心臓の鼓動をつくる分子に迫る研究者たち Researchers look closer at molecules that create the heartbeat
Jon Silva and Jeanne Nerbonne sought to determine how one intracellular fibroblast growth factor, iFGF12, works in a healthy human heart by observing how the iFGFs change the sodium channel at the molecular level. (iStock)

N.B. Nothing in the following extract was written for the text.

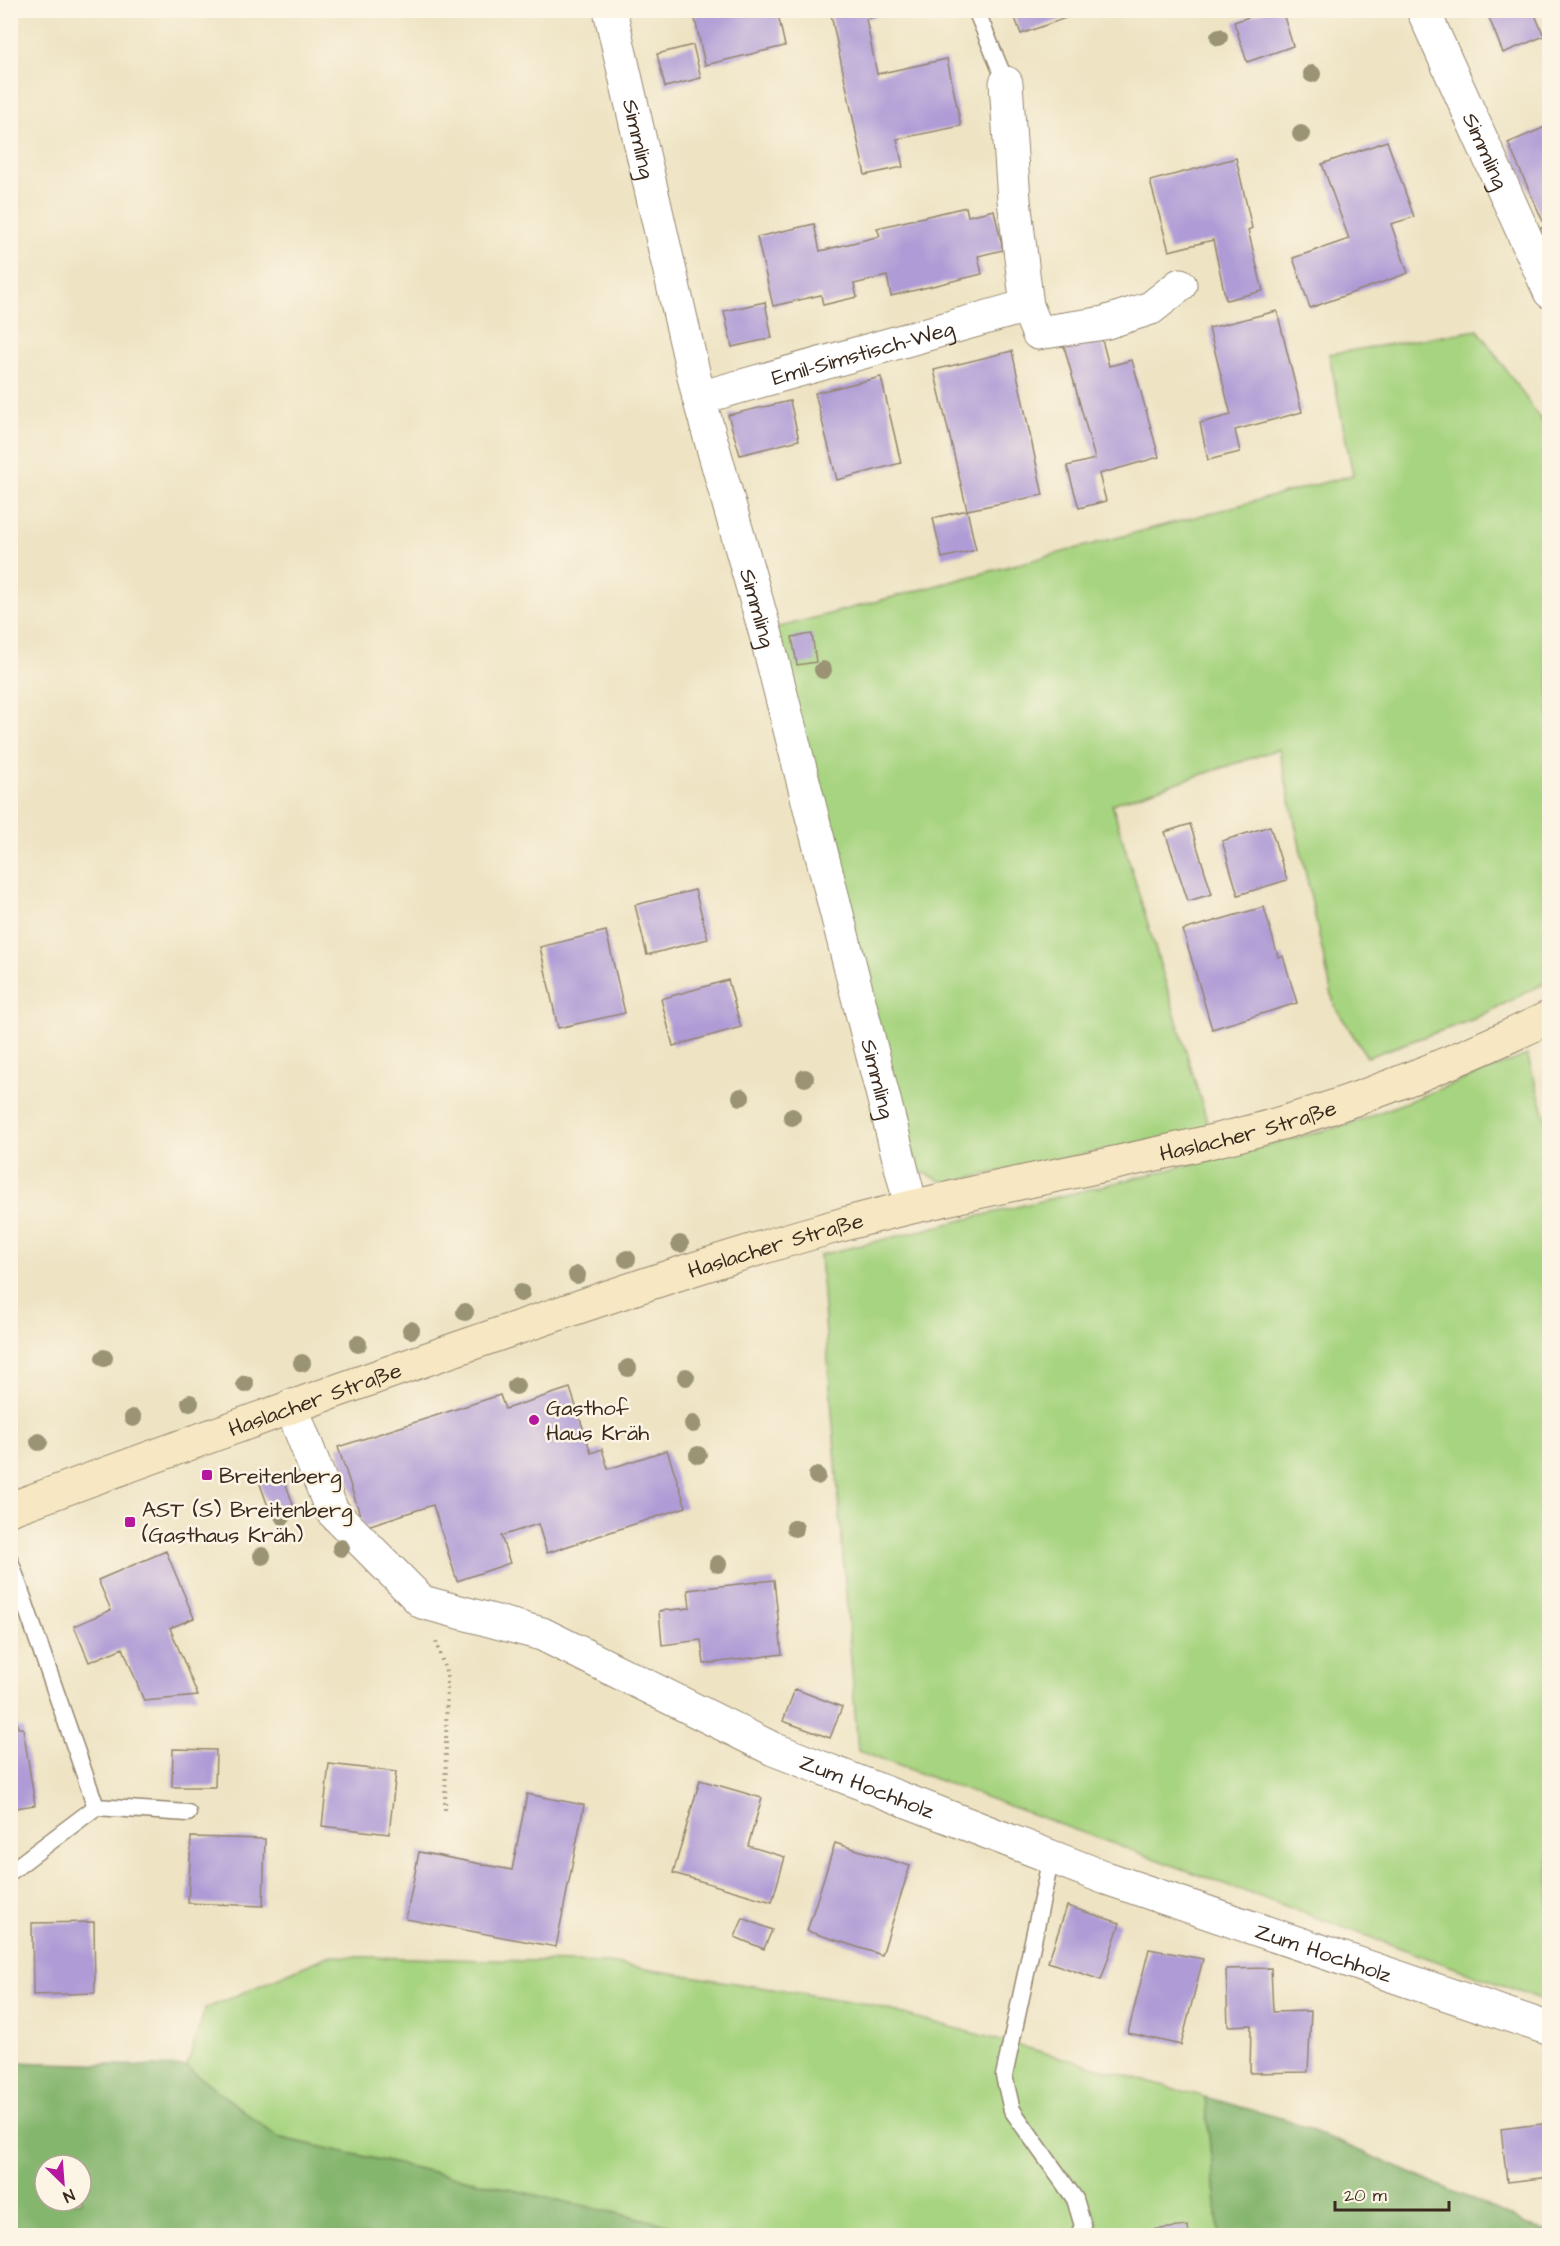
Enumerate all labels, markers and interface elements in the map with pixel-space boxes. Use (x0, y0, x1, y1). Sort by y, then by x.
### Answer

細胞内線維芽細胞増殖因子による心筋ナトリウムチャネルの制御の違い Differential regulation of cardiac sodium channels by intracellular fibroblast growth factors
Paweorn Angsutararux,Amal K. Dutta,Martina Marras,Carlota Abella,Rebecca L. Mellor,Jingyi Shi,Jeanne M. Nerbonne,Jonathan R. Silva
Journal of General Physiology Published:March 21 2023
Voltage-gated sodium (NaV) channels are responsible for the initiation and propagation of action potentials. In the heart, the predominant NaV1.5 α subunit is composed of four homologous repeats (I–IV) and forms a macromolecular complex with multiple accessory proteins, including intracellular fibroblast growth factors (iFGF). In spite of high homology, each of the iFGFs, iFGF11–iFGF14, as well as the individual iFGF splice variants, differentially regulates NaV channel gating, and the mechanisms underlying these differential effects remain elusive. Much of the work exploring iFGF regulation of NaV1.5 has been performed in mouse and rat ventricular myocytes in which iFGF13VY is the predominant iFGF expressed, whereas investigation into NaV1.5 regulation by the human heart-dominant iFGF12B is lacking. In this study, we used a mouse model with cardiac-specific Fgf13 deletion to study the consequences of iFGF13VY and iFGF12B expression. We observed distinct effects on the voltage-dependences of activation and inactivation of the sodium currents (INa), as well as on the kinetics of peak INa decay. Results in native myocytes were recapitulated with human NaV1.5 heterologously expressed in Xenopus oocytes, and additional experiments using voltage-clamp fluorometry (VCF) revealed iFGF-specific effects on the activation of the NaV1.5 voltage sensor domain in repeat IV (VSD-IV). iFGF chimeras further unveiled roles for all three iFGF domains (i.e., the N-terminus, core, and C-terminus) on the regulation of VSD-IV, and a slower time domain of inactivation. We present here a novel mechanism of iFGF regulation that is specific to individual iFGF isoforms and that leads to distinct functional effects on NaV channel/current kinetics.